## Instructions to follow:
When a line in the records contains the string "controls", copy that line.

## Data excerpts:
════════
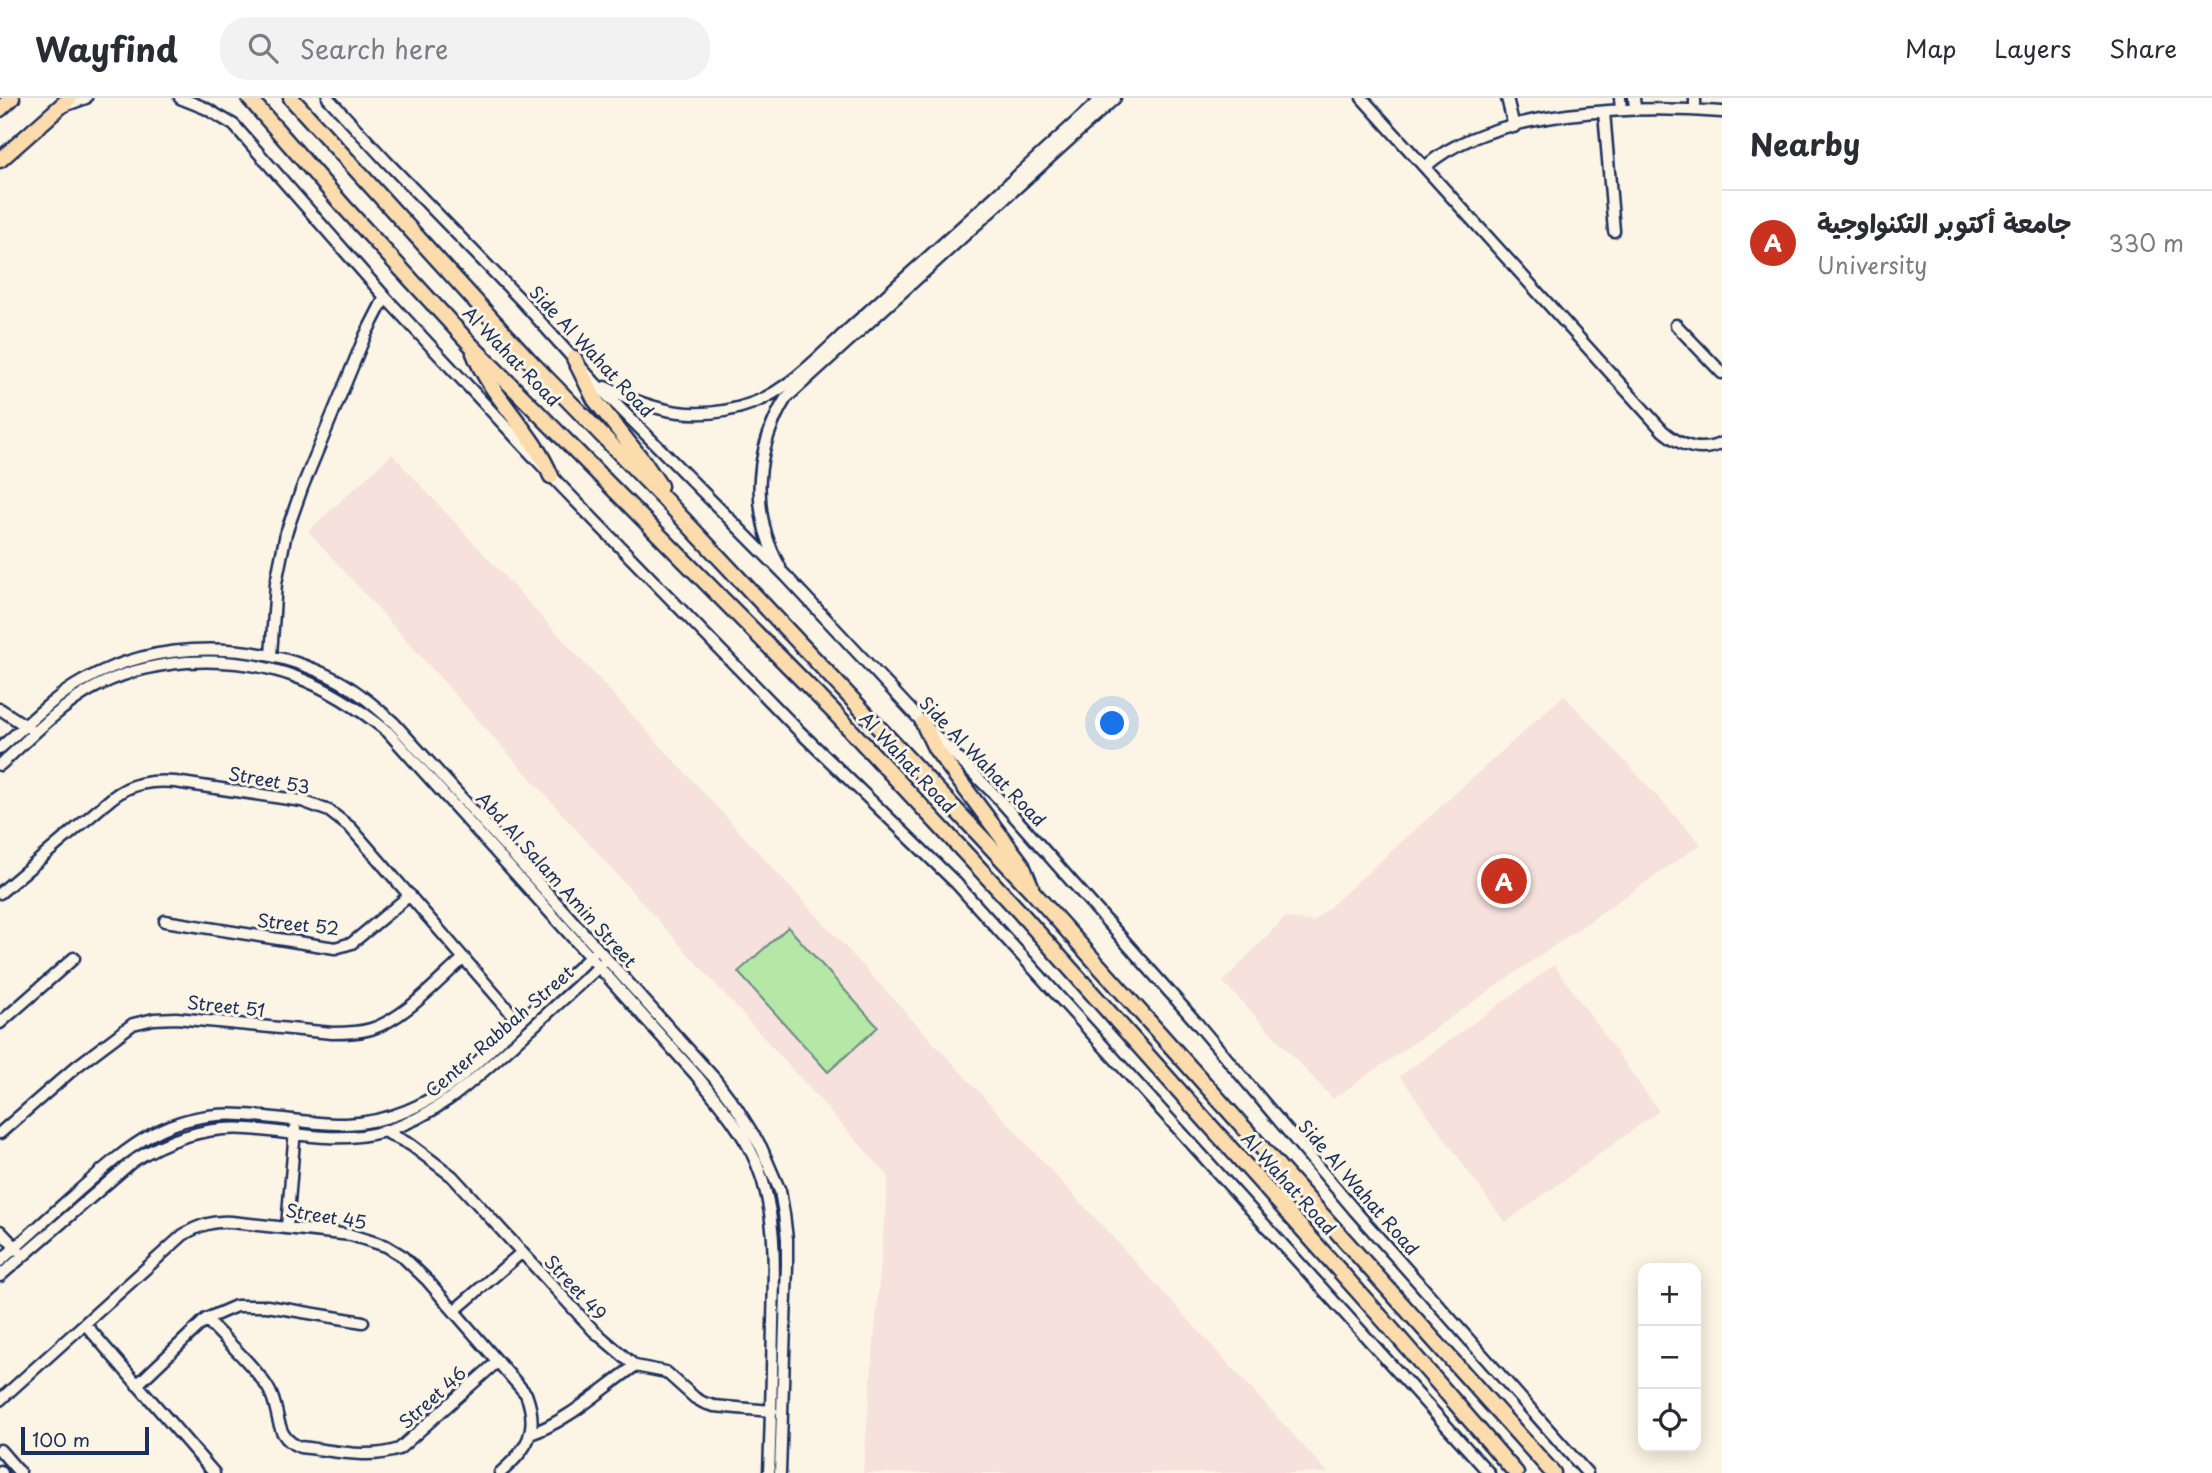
<!DOCTYPE html>
<meta charset="utf-8">
<style>
:root{--surface:#fff;--page:#f2f2f3;--text:#2b2b33;--muted:#7c7c81;--line:#e1e1e2;--accent:#c8321e}
body{margin:0;font-family:"Playpen Sans","Playpen Sans Arabic",sans-serif;background:var(--page);color:var(--text)}
.controls{position:absolute;right:21px;bottom:21px;display:grid;overflow:hidden;border-radius:14px;box-shadow:0 4px 18px #0003}
.controls button{width:63px;height:63px;display:grid;place-items:center;padding:0;border:0;border-bottom:2px solid var(--line);background:var(--surface);color:var(--text);font:35px sans-serif}
.scale{position:absolute;left:21px;bottom:18px;width:128px;box-sizing:border-box;padding-left:7px;border:4px solid #1b2f5e;border-top:0;font-size:19px;line-height:24px;white-space:nowrap;color:#1b2f5e;-webkit-text-stroke:5px #fcf5e5;paint-order:stroke}
.you{position:absolute;left:1113px;top:626px;width:24px;height:24px;margin:-18px;border:5px solid #fff;border-radius:50%;background:#1a73e8;box-shadow:0 0 0 10px #1a73e833}
.badge{display:grid;place-items:center;width:46px;height:46px;border-radius:50%;background:var(--accent);color:#fff;font-size:23px;font-weight:700}
.pin{position:absolute;translate:-50% -50%;border:4px solid #fff;box-shadow:0 2px 7px #0006}
.list{margin:0;padding:0;list-style:none}
h2{display:flex;justify-content:space-between;align-items:center;height:91px;margin:0;padding:0 28px;font-size:30px}
h2 small{font-size:23px;font-weight:400;color:var(--muted)}
.list li{display:grid;grid-template-columns:46px 1fr auto;gap:21px;align-items:center;box-sizing:border-box;height:105px;padding:0 28px;border-top:2px solid var(--line)}
.list b{display:block;font-size:26px;white-space:nowrap}
.list p{margin:0;font-size:23px;white-space:nowrap;color:var(--muted)}
.list em{font-size:23px;font-style:normal;color:var(--muted)}
.icon{flex:none;width:38px;height:38px;fill:none;stroke:currentColor;stroke-width:2;stroke-linecap:round;stroke-linejoin:round}
.map{position:relative;flex:none;width:1722px;height:1375px;overflow:hidden}
header{display:flex;align-items:center;gap:42px;box-sizing:border-box;height:98px;padding:0 35px;background:var(--surface);border-bottom:2px solid var(--line)}
header strong{font-size:33px}
nav{display:flex;gap:38px;margin-inline-start:auto;font-size:24px}
.search{width:490px;height:63px;background:var(--page);display:flex;align-items:center;gap:18px;box-sizing:border-box;padding:0 24px;border-radius:28px;color:var(--muted);font-size:26px}
main{display:flex}
aside{flex:1;background:var(--surface)}
.map>svg:first-child{display:block}
.built{fill:#f6e1dd}
.green{fill:#b5e7a7;stroke:#688b82;stroke-width:2}
.lines{fill:none;stroke-linecap:round;stroke-linejoin:round}
.minor-casing{stroke:#1b2f5e;stroke-width:15}
.highway-casing{stroke:#1b2f5e;stroke-width:19}
.minor{stroke:#fcf5e5;stroke-width:10}
.highway{stroke:#fcdcac;stroke-width:14}
.labels{text-anchor:middle;stroke-width:6;stroke-linejoin:round;paint-order:stroke}
.street-label{font-size:18px;fill:#1b2f5e;stroke:#fcf5e5}
</style>
<header>
<strong>Wayfind</strong>
<div class="search"><svg class="icon" aria-label="search" viewBox="0 0 24 24"><circle cx="10" cy="10" r="6"/><path d="M15 15l6 6"/></svg>Search here</div>
<nav><a>Map</a><a>Layers</a><a>Share</a></nav>
</header>
<main>
<div class="map">
<svg width="1722" height="1375" viewBox="0 0 1722 1375">
<rect width="100%" height="100%" fill="#fcf5e5"/>
<filter id="ink" filterUnits="userSpaceOnUse"><feTurbulence type="fractalNoise" baseFrequency=".0143" numOctaves="2"/><feDisplacementMap in="SourceGraphic" scale="14" xChannelSelector="R" yChannelSelector="G"/><feConvolveMatrix kernelMatrix="1 2 1 2 8 2 1 2 1" color-interpolation-filters="sRGB"/></filter>
<g filter="url(#ink)">
<path class="built" d="M392,356L1163,1194L1328,1375H863L888,1078L308,433Z
M1564,597L1701,746L1333,1001L1223,884L1285,819L1313,824Z
M1554,867L1659,1013L1505,1125L1400,978Z"/>
<path class="green" d="M788,829L878,929L828,974L738,874Z"/>
<g class="lines">
<g class="minor-casing">
<path id="minor" d="M180,0L205,10L234,27L385,199L562,389L799,633L956,785L1489,1375
M328,0L386,63L520,201L595,285L786,478L923,625L997,699L1196,924L1355,1113L1587,1375
M1362,0L1663,333C1681,348 1700,356 1722,345
M1507,0L1514,29
M1620,0L1621,12
M1634,0L1635,11
M1695,0V12
M64,8L86,0
M1604,14L1614,133
M1426,68C1491,11 1639,7 1722,14
M1676,227L1722,275
M605,289C654,314 700,325 753,305C792,291 830,247 861,220C942,147 1022,74 1102,0
M780,469C750,415 754,352 786,300L1115,0
M271,558L276,485L286,435L302,390L365,238L385,199
M0,611L29,630
M0,650C27,627 52,600 83,583C159,540 262,542 339,583C359,594 377,610 394,625L715,981L736,1009L761,1049L780,1093L784,1116L787,1141V1167L780,1375
M0,667C29,641 57,611 90,592C121,574 153,567 187,564C267,559 327,584 388,634L696,977C718,1004 742,1031 756,1064C778,1116 774,1171 773,1226C772,1276 771,1325 769,1375
M0,795L112,700C131,685 151,682 175,684L302,703L329,713L351,730L519,924
M165,823L335,850L352,845L410,797
M0,925L74,860
M384,1033L411,1047L452,1078L594,1233L635,1268L666,1274L695,1300L704,1305L714,1308L772,1313
M0,1035L77,968L133,926L154,921L176,920L332,935C345,935 358,935 371,931C404,921 438,883 464,860
M287,1129L295,1031
M0,1133L18,1152
M0,1163C25,1141 50,1118 75,1096C128,1049 168,1012 243,1017C304,1020 344,1038 406,1013C449,996 480,961 514,929C540,905 567,881 592,857
M0,1178L133,1063C168,1041 206,1028 248,1031C298,1034 334,1047 385,1033C438,1018 476,980 516,944C545,918 574,891 603,865
M454,1213L521,1155
M206,1221C225,1242 253,1266 268,1290C282,1312 272,1339 300,1349C331,1352 369,1362 399,1351L498,1263
M85,1226L214,1375
M137,1287L206,1221L236,1208H267L363,1224
M0,1302L183,1137C199,1127 212,1123 231,1124L351,1137L386,1148L401,1157L427,1182L526,1296C540,1333 527,1352 500,1375
M530,1336C567,1324 603,1290 635,1268
M0,1352L20,1375
M0,1373L2,1375"/>
</g>
<g class="highway-casing">
<path id="highway" d="M249,0L347,112L471,247L833,613L1017,811L1387,1226L1516,1375
M291,0L528,261L668,405L1032,793L1553,1375
M0,11L12,0
M0,62L70,0
M474,255C492,301 532,332 551,378
M574,260L595,302L643,363L660,388
M923,625L935,650L1021,765L1031,788"/>
</g>
<use href="#minor" class="minor"/>
<use href="#highway" class="highway"/>
</g>
</g>
<g class="labels">
<g class="street-label">
<text transform="translate(591 254) rotate(47)" y="6">Side Al Wahat Road</text>
<text transform="translate(511 259) rotate(46)" y="6">Al Wahat Road</text>
<text transform="translate(982 664) rotate(46)" y="6">Side Al Wahat Road</text>
<text transform="translate(907 665) rotate(47)" y="6">Al Wahat Road</text>
<text transform="translate(269 683) rotate(10)" y="6">Street 53</text>
<text transform="translate(556 782) rotate(48)" y="6">Abd Al Salam Amin Street</text>
<text transform="translate(298 827) rotate(6)" y="6">Street 52</text>
<text transform="translate(226 909) rotate(6)" y="6">Street 51</text>
<text transform="translate(500 934) rotate(-41)" y="6">Center Rabbah Street</text>
<text transform="translate(1288 1086) rotate(48)" y="6">Al Wahat Road</text>
<text transform="translate(1358 1090) rotate(49)" y="6">Side Al Wahat Road</text>
<text transform="translate(326 1119) rotate(9)" y="6">Street 45</text>
<text transform="translate(575 1190) rotate(47)" y="6">Street 49</text>
<text transform="translate(433 1300) rotate(-42)" y="6">Street 46</text>
</g>
</g>
</svg>
<div class="controls">
<button>+</button>
<button>−</button>
<button><svg class="icon" aria-label="locate" viewBox="0 0 24 24"><circle cx="12" cy="12" r="6"/><path d="M12 2v4M12 18v4M2 12h4M18 12h4"/></svg></button>
</div>
<div class="scale">100 m</div>
<div class="you"></div>
<div class="pin badge" style="left:1504px;top:783px">A</div>
</div>
<aside>
<h2>Nearby<small></small></h2>
<ul class="list">
<li><span class="badge">A</span><div><b>جامعة أكتوبر التكنواوجية</b><p>University</p></div><em>330 m</em></li>
</ul>
</aside>
</main>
════════
## Solution for this problem:
.controls{position:absolute;right:21px;bottom:21px;display:grid;overflow:hidden;border-radius:14px;box-shadow:0 4px 18px #0003}
.controls button{width:63px;height:63px;display:grid;place-items:center;padding:0;border:0;border-bottom:2px solid var(--line);background:var(--surface);color:var(--text);font:35px sans-serif}
<div class="controls">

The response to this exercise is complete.